**Exercise prompt**. Treat the line with "I am building" as the starting point. Write it out and every line after it through the end of the listing below, exactly.

**Records to process**.
+---+
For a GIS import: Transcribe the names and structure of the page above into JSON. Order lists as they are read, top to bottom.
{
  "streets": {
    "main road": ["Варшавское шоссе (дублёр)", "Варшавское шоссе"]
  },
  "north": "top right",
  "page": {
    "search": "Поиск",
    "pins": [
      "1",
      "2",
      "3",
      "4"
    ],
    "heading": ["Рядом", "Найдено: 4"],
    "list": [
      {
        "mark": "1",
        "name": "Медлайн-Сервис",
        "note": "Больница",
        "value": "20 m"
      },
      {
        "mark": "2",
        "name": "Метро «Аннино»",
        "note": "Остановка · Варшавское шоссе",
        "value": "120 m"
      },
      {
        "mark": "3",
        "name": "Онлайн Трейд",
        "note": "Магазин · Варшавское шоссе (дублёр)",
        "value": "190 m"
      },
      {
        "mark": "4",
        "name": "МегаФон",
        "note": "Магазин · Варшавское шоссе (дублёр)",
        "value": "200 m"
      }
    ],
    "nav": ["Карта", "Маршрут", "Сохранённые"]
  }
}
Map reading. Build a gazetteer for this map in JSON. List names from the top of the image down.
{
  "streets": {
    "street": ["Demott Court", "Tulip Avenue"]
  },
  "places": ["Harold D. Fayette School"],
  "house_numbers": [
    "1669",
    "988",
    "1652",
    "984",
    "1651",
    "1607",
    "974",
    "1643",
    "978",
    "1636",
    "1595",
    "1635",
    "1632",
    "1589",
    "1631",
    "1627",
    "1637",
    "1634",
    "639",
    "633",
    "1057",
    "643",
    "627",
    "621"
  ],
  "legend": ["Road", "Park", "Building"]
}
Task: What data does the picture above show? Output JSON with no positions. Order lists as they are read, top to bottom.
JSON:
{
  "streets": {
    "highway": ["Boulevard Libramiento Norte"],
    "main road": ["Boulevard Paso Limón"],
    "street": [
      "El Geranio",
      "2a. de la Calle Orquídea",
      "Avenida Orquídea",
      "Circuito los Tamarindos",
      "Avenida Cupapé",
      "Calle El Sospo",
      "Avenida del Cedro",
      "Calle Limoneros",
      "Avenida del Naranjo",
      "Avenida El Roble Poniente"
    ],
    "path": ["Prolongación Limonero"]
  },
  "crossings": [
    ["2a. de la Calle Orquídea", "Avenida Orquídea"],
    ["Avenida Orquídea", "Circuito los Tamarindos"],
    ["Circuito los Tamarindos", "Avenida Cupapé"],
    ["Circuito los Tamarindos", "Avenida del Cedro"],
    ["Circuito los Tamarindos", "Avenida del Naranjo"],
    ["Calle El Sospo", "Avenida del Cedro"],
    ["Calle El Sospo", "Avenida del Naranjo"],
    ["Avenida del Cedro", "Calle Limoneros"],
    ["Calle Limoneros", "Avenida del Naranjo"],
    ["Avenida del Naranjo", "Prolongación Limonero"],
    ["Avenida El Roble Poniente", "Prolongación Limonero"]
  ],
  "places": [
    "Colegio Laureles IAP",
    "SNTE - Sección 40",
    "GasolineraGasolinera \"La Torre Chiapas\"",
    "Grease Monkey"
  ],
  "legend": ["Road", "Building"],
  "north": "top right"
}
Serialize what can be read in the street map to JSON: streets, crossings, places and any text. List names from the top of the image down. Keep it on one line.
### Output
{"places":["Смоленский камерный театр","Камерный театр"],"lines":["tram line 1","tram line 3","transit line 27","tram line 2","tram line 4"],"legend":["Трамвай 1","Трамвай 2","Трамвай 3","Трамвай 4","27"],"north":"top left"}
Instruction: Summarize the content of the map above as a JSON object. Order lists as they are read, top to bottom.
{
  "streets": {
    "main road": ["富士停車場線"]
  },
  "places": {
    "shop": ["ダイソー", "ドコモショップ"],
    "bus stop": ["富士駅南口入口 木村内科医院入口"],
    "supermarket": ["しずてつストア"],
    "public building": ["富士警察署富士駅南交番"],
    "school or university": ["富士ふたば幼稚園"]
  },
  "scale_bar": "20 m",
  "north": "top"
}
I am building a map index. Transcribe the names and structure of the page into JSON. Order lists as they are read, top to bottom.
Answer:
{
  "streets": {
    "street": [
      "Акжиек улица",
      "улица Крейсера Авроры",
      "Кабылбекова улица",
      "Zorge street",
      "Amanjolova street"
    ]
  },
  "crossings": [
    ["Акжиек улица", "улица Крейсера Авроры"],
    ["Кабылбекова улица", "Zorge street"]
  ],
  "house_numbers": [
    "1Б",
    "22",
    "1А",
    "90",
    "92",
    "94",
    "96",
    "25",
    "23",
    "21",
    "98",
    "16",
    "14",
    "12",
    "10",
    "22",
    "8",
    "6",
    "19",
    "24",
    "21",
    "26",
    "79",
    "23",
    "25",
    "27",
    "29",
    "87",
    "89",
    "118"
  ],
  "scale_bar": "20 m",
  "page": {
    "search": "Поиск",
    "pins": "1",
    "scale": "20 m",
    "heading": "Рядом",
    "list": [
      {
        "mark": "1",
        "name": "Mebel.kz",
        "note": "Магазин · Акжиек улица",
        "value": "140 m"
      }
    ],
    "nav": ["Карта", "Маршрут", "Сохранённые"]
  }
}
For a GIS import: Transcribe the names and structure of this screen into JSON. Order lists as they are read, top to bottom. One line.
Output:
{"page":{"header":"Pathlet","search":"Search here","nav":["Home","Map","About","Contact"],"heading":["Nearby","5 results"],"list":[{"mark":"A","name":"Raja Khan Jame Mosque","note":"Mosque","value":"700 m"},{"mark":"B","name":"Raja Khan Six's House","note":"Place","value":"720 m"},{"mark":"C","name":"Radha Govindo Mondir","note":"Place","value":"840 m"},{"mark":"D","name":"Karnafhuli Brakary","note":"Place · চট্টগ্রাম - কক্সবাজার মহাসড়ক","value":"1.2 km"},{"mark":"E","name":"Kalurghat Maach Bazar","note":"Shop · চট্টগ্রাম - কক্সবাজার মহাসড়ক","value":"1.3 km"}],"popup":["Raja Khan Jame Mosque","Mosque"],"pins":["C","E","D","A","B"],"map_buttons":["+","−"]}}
+---+
**Answer to this problem**.
I am building a map index. Transcribe the names and structure of the page into JSON. Order lists as they are read, top to bottom.
Answer:
{
  "streets": {
    "street": [
      "Акжиек улица",
      "улица Крейсера Авроры",
      "Кабылбекова улица",
      "Zorge street",
      "Amanjolova street"
    ]
  },
  "crossings": [
    ["Акжиек улица", "улица Крейсера Авроры"],
    ["Кабылбекова улица", "Zorge street"]
  ],
  "house_numbers": [
    "1Б",
    "22",
    "1А",
    "90",
    "92",
    "94",
    "96",
    "25",
    "23",
    "21",
    "98",
    "16",
    "14",
    "12",
    "10",
    "22",
    "8",
    "6",
    "19",
    "24",
    "21",
    "26",
    "79",
    "23",
    "25",
    "27",
    "29",
    "87",
    "89",
    "118"
  ],
  "scale_bar": "20 m",
  "page": {
    "search": "Поиск",
    "pins": "1",
    "scale": "20 m",
    "heading": "Рядом",
    "list": [
      {
        "mark": "1",
        "name": "Mebel.kz",
        "note": "Магазин · Акжиек улица",
        "value": "140 m"
      }
    ],
    "nav": ["Карта", "Маршрут", "Сохранённые"]
  }
}
For a GIS import: Transcribe the names and structure of this screen into JSON. Order lists as they are read, top to bottom. One line.
Output:
{"page":{"header":"Pathlet","search":"Search here","nav":["Home","Map","About","Contact"],"heading":["Nearby","5 results"],"list":[{"mark":"A","name":"Raja Khan Jame Mosque","note":"Mosque","value":"700 m"},{"mark":"B","name":"Raja Khan Six's House","note":"Place","value":"720 m"},{"mark":"C","name":"Radha Govindo Mondir","note":"Place","value":"840 m"},{"mark":"D","name":"Karnafhuli Brakary","note":"Place · চট্টগ্রাম - কক্সবাজার মহাসড়ক","value":"1.2 km"},{"mark":"E","name":"Kalurghat Maach Bazar","note":"Shop · চট্টগ্রাম - কক্সবাজার মহাসড়ক","value":"1.3 km"}],"popup":["Raja Khan Jame Mosque","Mosque"],"pins":["C","E","D","A","B"],"map_buttons":["+","−"]}}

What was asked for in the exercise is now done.